[Saved entries]
+ + + + + + +

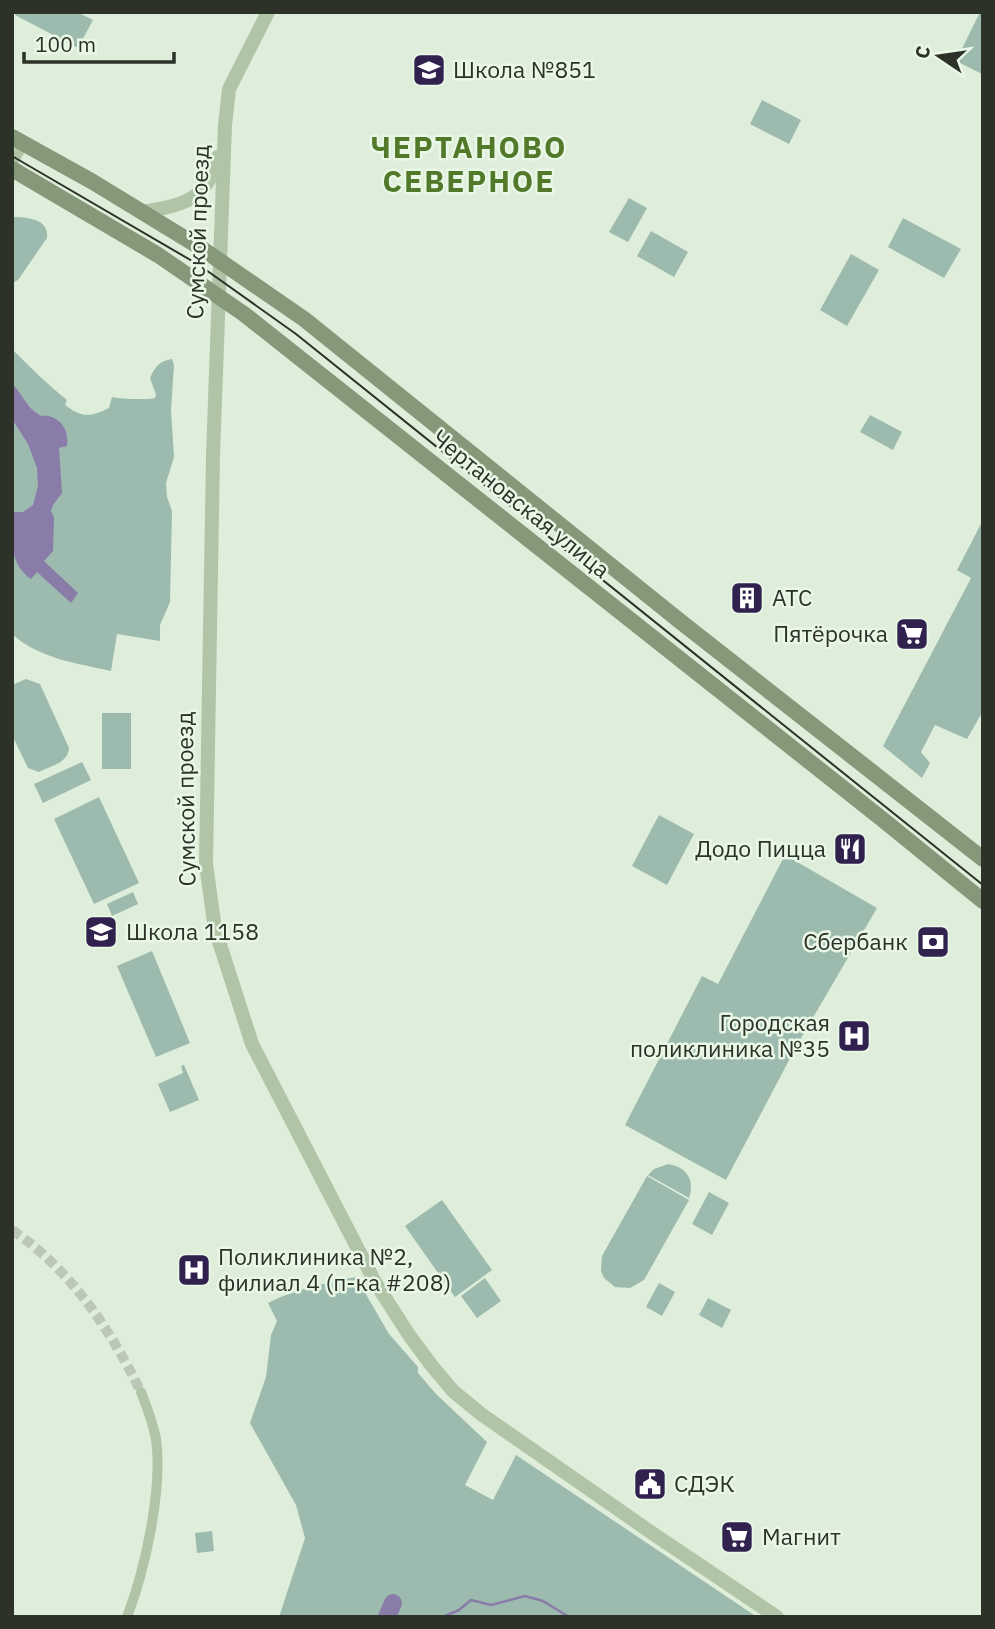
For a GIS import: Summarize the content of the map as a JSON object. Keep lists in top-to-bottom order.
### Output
{
  "streets": {
    "main road": ["Чертановская улица"],
    "street": ["Сумской проезд"]
  },
  "crossings": [
    ["Сумской проезд", "Чертановская улица"]
  ],
  "districts": ["ЧЕРТАНОВО СЕВЕРНОЕ"],
  "places": {
    "school or university": ["Школа №851", "Школа 1158"],
    "building": ["АТС"],
    "supermarket": ["Пятёрочка", "Магнит"],
    "restaurant": ["Додо Пицца"],
    "bank": ["Сбербанк"],
    "hospital": ["Городская поликлиника №35", "Поликлиника №2, филиал 4 (п-ка #208)"],
    "public building": ["СДЭК"]
  },
  "scale_bar": "100 m",
  "north": "left"
}
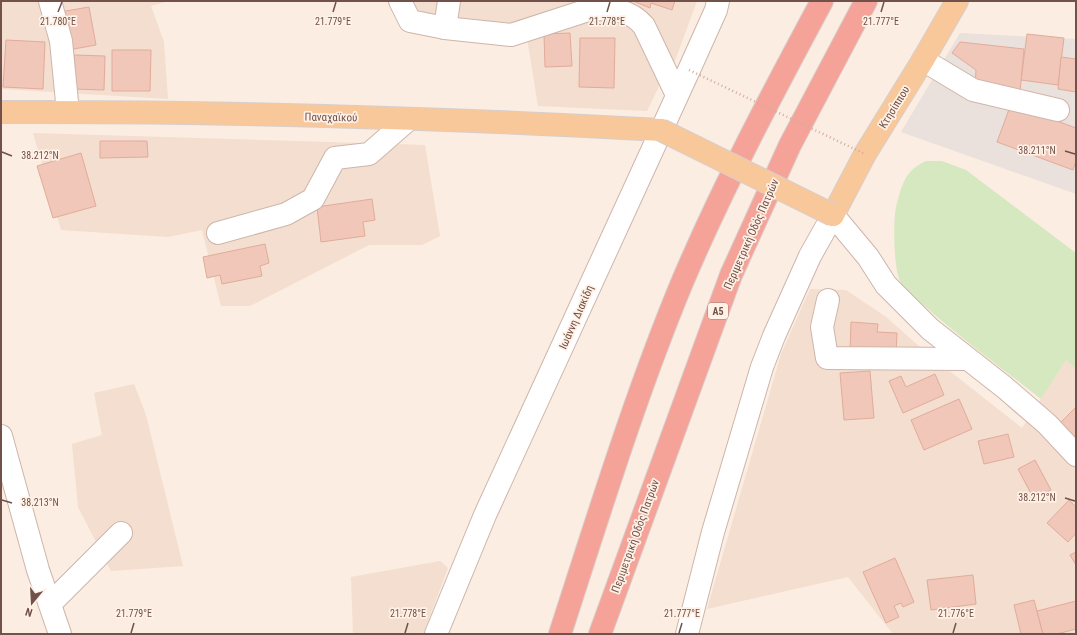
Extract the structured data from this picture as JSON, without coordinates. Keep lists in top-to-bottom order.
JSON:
{
  "streets": {
    "highway": ["Περιμετρική Οδός Πατρών", "Α5"],
    "main road": ["Κτησίππου", "Παναχαϊκού"],
    "street": ["Ιωάννη Διακίδη"]
  },
  "crossings": [
    ["Παναχαϊκού", "Ιωάννη Διακίδη"]
  ],
  "north": "bottom",
  "coordinates": [
    "21.780°E",
    "21.779°E",
    "21.778°E",
    "21.777°E",
    "38.211°N",
    "38.212°N",
    "38.213°N",
    "21.776°E"
  ]
}
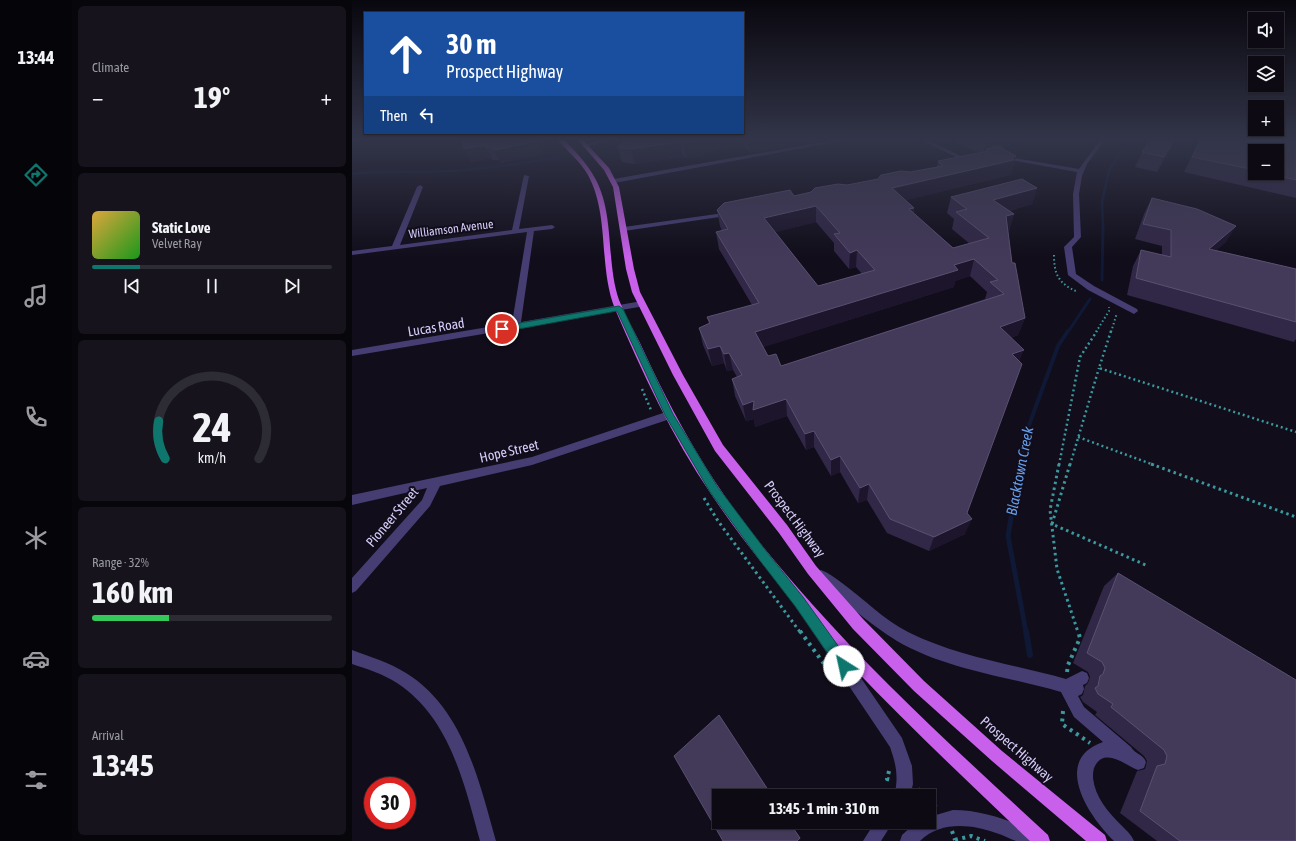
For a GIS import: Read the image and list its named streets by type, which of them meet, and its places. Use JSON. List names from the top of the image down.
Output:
{
  "streets": {
    "main road": ["Prospect Highway"],
    "street": [
      "Williamson Avenue",
      "Lucas Road",
      "Hope Street",
      "Pioneer Street"
    ]
  },
  "crossings": [
    ["Lucas Road", "Prospect Highway"],
    ["Hope Street", "Pioneer Street"]
  ],
  "water": ["Blacktown Creek"],
  "page": {
    "tabs": "13:44",
    "tile": [
      "Climate",
      ["Range · 32%", "160 km"],
      ["Arrival", "13:45"]
    ],
    "map_buttons": ["+", "−"],
    "turn": ["30 m", "Prospect Highway"],
    "heat": ["−", "19°", "+"],
    "then": "Then",
    "song": ["Static Love", "Velvet Ray"],
    "limit": "30",
    "trip": "13:45 · 1 min · 310 m",
    "gauge": ["24", "km/h"]
  }
}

+ + + + + + +

Transcribe the entries above verbatim, excluding any image.

For a GIS import: Summarize the content of the map as a JSON object. Keep lists in top-to-bottom order.
### Output
{
  "streets": {
    "main road": ["Чертановская улица"],
    "street": ["Сумской проезд"]
  },
  "crossings": [
    ["Сумской проезд", "Чертановская улица"]
  ],
  "districts": ["ЧЕРТАНОВО СЕВЕРНОЕ"],
  "places": {
    "school or university": ["Школа №851", "Школа 1158"],
    "building": ["АТС"],
    "supermarket": ["Пятёрочка", "Магнит"],
    "restaurant": ["Додо Пицца"],
    "bank": ["Сбербанк"],
    "hospital": ["Городская поликлиника №35", "Поликлиника №2, филиал 4 (п-ка #208)"],
    "public building": ["СДЭК"]
  },
  "scale_bar": "100 m",
  "north": "left"
}
Extract the structured data from this picture as JSON, without coordinates. Keep lists in top-to-bottom order.
JSON:
{
  "streets": {
    "highway": ["Περιμετρική Οδός Πατρών", "Α5"],
    "main road": ["Κτησίππου", "Παναχαϊκού"],
    "street": ["Ιωάννη Διακίδη"]
  },
  "crossings": [
    ["Παναχαϊκού", "Ιωάννη Διακίδη"]
  ],
  "north": "bottom",
  "coordinates": [
    "21.780°E",
    "21.779°E",
    "21.778°E",
    "21.777°E",
    "38.211°N",
    "38.212°N",
    "38.213°N",
    "21.776°E"
  ]
}
For a GIS import: Read the image and list its named streets by type, which of them meet, and its places. Use JSON. List names from the top of the image down.
Output:
{
  "streets": {
    "main road": ["Prospect Highway"],
    "street": [
      "Williamson Avenue",
      "Lucas Road",
      "Hope Street",
      "Pioneer Street"
    ]
  },
  "crossings": [
    ["Lucas Road", "Prospect Highway"],
    ["Hope Street", "Pioneer Street"]
  ],
  "water": ["Blacktown Creek"],
  "page": {
    "tabs": "13:44",
    "tile": [
      "Climate",
      ["Range · 32%", "160 km"],
      ["Arrival", "13:45"]
    ],
    "map_buttons": ["+", "−"],
    "turn": ["30 m", "Prospect Highway"],
    "heat": ["−", "19°", "+"],
    "then": "Then",
    "song": ["Static Love", "Velvet Ray"],
    "limit": "30",
    "trip": "13:45 · 1 min · 310 m",
    "gauge": ["24", "km/h"]
  }
}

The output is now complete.